Significant valvular heart disease is a clinical predictor for increased cardiac risk for patients undergoing noncardiac surgery as noted in the 2014 American College of Cardiology/American Heart Association guideline on perioperative cardiovascular evaluation and management of patients undergoing noncardiac surgery [1]. The guideline notes that moderate-to-severe or severe mitral regurgitation (MR) or aortic regurgitation (AR) convey increased cardiac risk during noncardiac surgery, though these lesions are generally better tolerated that stenotic valvular disease such as aortic stenosis and mitral stenosis.

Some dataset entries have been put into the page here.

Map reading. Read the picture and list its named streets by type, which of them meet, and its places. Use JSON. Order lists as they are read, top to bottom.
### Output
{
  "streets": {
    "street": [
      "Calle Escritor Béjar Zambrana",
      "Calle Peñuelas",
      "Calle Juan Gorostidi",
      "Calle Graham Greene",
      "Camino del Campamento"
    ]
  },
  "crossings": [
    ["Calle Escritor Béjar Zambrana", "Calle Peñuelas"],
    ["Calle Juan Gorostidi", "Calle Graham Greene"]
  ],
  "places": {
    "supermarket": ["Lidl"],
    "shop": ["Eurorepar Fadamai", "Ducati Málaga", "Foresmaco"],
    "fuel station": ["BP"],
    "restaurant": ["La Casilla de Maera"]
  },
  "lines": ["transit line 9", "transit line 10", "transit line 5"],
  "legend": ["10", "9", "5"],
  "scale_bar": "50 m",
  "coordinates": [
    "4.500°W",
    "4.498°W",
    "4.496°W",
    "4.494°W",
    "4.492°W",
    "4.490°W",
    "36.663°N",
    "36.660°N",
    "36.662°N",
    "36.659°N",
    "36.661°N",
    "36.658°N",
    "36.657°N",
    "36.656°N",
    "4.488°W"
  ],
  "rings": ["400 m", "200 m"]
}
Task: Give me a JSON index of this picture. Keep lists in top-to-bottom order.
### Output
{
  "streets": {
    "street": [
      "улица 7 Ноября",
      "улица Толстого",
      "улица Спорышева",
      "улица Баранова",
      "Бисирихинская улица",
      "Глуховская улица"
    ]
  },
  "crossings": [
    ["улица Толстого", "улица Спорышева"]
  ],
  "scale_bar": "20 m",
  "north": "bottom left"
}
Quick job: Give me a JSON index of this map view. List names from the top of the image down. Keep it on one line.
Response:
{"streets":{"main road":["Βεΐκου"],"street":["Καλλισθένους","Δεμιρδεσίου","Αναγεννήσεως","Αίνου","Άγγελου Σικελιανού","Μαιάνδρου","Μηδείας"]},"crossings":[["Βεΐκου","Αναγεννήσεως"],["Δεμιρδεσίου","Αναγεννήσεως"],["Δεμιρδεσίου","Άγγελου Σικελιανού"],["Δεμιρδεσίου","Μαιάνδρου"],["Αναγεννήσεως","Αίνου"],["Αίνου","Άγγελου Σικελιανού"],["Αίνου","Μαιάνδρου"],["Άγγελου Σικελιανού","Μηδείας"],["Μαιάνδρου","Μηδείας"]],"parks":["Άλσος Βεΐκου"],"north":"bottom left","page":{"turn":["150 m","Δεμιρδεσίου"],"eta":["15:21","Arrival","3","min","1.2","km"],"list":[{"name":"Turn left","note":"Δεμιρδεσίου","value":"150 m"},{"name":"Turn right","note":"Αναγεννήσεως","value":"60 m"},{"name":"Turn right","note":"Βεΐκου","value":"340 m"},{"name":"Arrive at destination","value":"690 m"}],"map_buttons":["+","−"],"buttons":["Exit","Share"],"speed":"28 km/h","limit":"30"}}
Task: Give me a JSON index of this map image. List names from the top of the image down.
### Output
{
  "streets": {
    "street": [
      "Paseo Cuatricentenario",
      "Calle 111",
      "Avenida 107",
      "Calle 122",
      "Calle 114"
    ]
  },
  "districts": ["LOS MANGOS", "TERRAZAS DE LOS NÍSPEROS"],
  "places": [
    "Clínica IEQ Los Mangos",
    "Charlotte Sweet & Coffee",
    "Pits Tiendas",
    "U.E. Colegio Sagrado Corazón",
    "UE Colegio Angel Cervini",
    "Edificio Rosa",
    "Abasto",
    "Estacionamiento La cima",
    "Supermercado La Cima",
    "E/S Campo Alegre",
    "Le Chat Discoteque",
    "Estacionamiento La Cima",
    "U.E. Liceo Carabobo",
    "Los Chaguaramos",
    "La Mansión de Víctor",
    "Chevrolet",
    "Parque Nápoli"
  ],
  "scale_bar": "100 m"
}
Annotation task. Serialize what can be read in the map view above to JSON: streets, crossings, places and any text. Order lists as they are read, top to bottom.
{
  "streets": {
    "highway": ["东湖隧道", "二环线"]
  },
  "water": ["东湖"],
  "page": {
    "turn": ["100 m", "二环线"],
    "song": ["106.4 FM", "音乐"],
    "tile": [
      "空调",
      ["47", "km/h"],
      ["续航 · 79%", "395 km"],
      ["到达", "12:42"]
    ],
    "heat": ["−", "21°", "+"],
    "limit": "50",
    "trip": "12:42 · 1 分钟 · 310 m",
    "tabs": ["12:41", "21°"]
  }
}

The diagnosis of valve disease may have been previously established or a cardiac murmur may be auscultated during the preoperative examination. The quality, intensity, timing, and location of the murmur help distinguish a pathologic from a functional murmur but are of limited utility for evaluation of the severity or functional consequences of valve regurgitation. If valvular heart disease is suspected due to symptoms, a murmur auscultated on physical exam, or incidental findings on chest imaging or non-invasive imaging, then an echocardiogram is appropriate and findings should be correlated clinically with symptoms and evaluation [2]. (See "Auscultation of cardiac murmurs" and "Physiologic and pharmacologic maneuvers in the differential diagnosis of heart murmurs and sounds".)

The following perioperative issues are of particular concern in certain subgroups of patients:

For patients who have undergone a prior valve intervention, the type of the noncardiac procedure to be performed (eg, dental) along with the presence of a prosthetic valve (or prosthetic material used in valve repair) will determine whether antimicrobial prophylaxis is indicated for bacterial endocarditis. (See "Antimicrobial prophylaxis for bacterial endocarditis".)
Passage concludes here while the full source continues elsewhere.